IOP to HDP Migration
Also available as:
PDF

Troubleshooting Migration Issues

--------------------------------------------------------------------------------------------------------------------------------------------------------------------------------------------------------------------

Issue: HDFS restart fails after Ambari upgrade on a NameNode HA-enabled, IOP cluster.

Cause:The package hadoop-hdfs-zkfc is not supported by this version of the stack-select tool.

Error: ZooKeeperFailoverController restart fails with the following errors
 shown in the Ambari operation log about hadoop-hdfs-zkfc is not a supported package.
File "/usr/lib/python2.6/site-packages/resource_management/libraries/functions/stack_select.py",
 line 109, in get_package_name package = get_packages(PACKAGE_SCOPE_STACK_SELECT, service_name, component_name)
File "/usr/lib/python2.6/site-packages/resource_management/libraries/functions/stack_select.py",
 line 234, in get_packages raise Fail("The package {0} is not supported by this version of the stack-select tool.".format(package))
resource_management.core.exceptions.Fail: The package hadoop-hdfs-zkfc is not supported by this version of the stack-select tool. 

Resolution:

On each ZKFailoverController:

  1. Edit /usr/bin/iop-select. Insert "hadoop-hdfs-zkfc": "hadoop-hdfs", after line 33.

    [Note]Note

    the "," is also part of the insert

  2. Run one the following command to create the symbolic link.

    If your cluster is IOP 4.2.5, run the following command:

    ln -sfn /usr/iop/4.2.5.0-0000/hadoop-hdfs /usr/iop/current/hadoop-hdfs-zkfc

    If your cluster is IOP 4.2.0, run the following command:

    ln -sfn /usr/iop/4.2.0.0/hadoop-hdfs /usr/iop/current/hadoop-hdfs-zkfc
  3. Restart ZKFailoverController via Ambari web UI.

--------------------------------------------------------------------------------------------------------------------------------------------------------------------------------------------------------------------

Issue: UI does not come up after migration to HDP

Error in logs:

Ambari-server log: Caused by: java.lang.RuntimeException: Trying to create a
ServiceComponent not recognized in stack info, clusterName=c1, serviceName=HBASE,
componentName=HBASE_REST_SERVER, stackInfo=HDP-2.6

Cause: HBASE_REST_SERVER component was not deleted before migration, as described here.

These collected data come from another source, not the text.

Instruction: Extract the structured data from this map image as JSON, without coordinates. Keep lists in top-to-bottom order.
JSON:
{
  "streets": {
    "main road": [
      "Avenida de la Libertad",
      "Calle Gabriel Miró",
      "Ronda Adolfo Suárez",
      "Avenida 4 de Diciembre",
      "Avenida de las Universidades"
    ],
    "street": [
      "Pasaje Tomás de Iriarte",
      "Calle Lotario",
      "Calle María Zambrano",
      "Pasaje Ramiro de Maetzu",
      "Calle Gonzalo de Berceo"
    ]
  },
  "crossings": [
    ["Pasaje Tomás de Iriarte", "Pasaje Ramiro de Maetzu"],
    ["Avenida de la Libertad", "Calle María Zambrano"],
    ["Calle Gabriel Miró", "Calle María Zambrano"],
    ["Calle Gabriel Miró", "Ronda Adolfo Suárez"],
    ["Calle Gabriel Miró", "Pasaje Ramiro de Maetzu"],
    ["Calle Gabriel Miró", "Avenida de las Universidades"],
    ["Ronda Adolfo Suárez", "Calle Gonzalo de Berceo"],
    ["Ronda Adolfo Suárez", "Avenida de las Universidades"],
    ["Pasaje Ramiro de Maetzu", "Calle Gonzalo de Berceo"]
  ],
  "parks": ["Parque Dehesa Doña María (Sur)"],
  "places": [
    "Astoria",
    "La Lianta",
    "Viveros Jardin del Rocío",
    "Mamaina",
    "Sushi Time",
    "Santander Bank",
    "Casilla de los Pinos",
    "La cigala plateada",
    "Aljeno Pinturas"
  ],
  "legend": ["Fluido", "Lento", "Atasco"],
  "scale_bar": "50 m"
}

Resolution: Delete the HBASE_REST_SERVER component from the Ambari Server database, using the following steps:

DELETE FROM hostcomponentstate
WHERE service_name = 'HBASE'
  AND component_name = 'HBASE_REST_SERVER';

DELETE FROM hostcomponentdesiredstate
WHERE service_name = 'HBASE'
  AND component_name = 'HBASE_REST_SERVER';

DELETE FROM servicecomponent_version
WHERE component_id IN (SELECT
    id
  FROM servicecomponentdesiredstate
  WHERE service_name = 'HBASE'
  AND component_name = 'HBASE_REST_SERVER');

DELETE FROM servicecomponentdesiredstate
WHERE service_name = 'HBASE'
  AND component_name = 'HBASE_REST_SERVER';

-------------------------------------------------------------------------------------------------------------------------------------------------------------------------------------------

Issue: Ambari Metrics does not work after migration

Error in logs:

2017-08-03 22:07:25,524 INFO org.apache.zookeeper.ClientCnxn: Opening socket connection to server eyang-2.openstacklocal/172.26.111.18:61181. Will not attempt to authenticate using SASL (unknown error)
2017-08-03 22:07:25,524 WARN org.apache.zookeeper.ClientCnxn: Session 0x15daa1cd6780004 for server null, unexpected error, closing socket connection and attempting reconnect
java.net.ConnectException: Connection refused
	at sun.nio.ch.SocketChannelImpl.checkConnect(Native Method)
	at sun.nio.ch.SocketChannelImpl.finishConnect(SocketChannelImpl.java:717)
	at org.apache.zookeeper.ClientCnxnSocketNIO.doTransport(ClientCnxnSocketNIO.java:361)
	at org.apache.zookeeper.ClientCnxn$SendThread.run(ClientCnxn.java:1081)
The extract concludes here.